▸ **TASK TO COMPLETE**: Scan the entries below, and for each line that includes the word "with", make a copy.

▸ **DATA FOR PROCESSING**:
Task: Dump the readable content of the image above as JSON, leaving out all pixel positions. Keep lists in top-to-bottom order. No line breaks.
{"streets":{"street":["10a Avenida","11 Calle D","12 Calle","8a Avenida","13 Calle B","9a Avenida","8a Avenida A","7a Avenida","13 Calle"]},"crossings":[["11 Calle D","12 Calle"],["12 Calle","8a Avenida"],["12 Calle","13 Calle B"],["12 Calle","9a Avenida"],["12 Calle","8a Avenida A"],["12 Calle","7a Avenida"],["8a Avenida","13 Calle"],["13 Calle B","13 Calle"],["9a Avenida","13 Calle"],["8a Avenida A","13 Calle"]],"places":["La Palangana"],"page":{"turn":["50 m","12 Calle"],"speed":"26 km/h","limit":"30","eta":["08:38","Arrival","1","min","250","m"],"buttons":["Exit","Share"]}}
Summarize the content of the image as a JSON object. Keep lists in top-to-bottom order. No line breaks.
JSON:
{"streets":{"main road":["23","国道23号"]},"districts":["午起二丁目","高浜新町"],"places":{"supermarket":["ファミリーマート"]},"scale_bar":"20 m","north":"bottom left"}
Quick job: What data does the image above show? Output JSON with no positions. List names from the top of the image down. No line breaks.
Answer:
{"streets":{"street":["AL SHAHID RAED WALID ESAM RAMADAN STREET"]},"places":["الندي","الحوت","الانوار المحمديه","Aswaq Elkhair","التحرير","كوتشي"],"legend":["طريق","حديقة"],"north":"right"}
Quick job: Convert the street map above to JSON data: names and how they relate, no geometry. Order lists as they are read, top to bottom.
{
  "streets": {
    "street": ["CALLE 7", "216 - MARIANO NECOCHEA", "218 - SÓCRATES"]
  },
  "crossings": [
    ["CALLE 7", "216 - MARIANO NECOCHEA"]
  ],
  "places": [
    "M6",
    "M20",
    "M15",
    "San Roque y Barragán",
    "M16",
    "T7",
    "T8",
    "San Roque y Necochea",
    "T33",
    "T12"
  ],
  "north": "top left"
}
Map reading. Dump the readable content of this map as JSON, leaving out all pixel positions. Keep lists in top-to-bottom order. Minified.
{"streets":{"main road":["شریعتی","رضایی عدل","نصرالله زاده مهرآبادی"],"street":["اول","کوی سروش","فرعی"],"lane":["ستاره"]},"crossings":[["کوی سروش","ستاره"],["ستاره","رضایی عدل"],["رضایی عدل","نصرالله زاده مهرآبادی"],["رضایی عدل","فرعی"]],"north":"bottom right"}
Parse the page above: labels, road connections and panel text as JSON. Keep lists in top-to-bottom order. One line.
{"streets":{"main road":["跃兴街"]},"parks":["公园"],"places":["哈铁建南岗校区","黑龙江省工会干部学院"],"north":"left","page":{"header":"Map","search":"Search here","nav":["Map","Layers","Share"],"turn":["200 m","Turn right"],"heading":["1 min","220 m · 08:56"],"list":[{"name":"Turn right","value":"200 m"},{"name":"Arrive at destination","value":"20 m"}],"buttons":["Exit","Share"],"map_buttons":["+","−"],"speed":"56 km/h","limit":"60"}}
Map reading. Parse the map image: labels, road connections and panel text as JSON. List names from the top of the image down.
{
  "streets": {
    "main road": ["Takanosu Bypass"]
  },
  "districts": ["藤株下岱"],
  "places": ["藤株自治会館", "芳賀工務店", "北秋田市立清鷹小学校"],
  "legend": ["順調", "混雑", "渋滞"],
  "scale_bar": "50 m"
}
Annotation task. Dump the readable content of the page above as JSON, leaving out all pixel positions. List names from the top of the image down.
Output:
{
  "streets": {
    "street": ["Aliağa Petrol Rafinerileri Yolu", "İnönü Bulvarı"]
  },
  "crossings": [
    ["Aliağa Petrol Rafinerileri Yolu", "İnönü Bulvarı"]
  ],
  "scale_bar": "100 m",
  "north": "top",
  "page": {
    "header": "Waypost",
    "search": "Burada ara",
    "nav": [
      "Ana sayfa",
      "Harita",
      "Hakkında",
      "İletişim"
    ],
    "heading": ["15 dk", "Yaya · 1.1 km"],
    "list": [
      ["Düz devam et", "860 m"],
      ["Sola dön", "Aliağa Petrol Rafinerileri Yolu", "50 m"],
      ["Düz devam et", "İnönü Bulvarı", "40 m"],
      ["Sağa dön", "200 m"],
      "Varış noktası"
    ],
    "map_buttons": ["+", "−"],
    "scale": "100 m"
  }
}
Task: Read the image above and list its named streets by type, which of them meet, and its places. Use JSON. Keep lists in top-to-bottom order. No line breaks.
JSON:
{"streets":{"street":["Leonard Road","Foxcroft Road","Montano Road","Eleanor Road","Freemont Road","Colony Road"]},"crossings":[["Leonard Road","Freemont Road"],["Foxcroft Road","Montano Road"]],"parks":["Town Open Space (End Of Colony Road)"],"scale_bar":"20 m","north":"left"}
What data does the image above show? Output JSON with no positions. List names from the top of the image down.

▸ **REPLY**:
Quick job: What data does the image above show? Output JSON with no positions. List names from the top of the image down. No line breaks.
What data does the image above show? Output JSON with no positions. List names from the top of the image down.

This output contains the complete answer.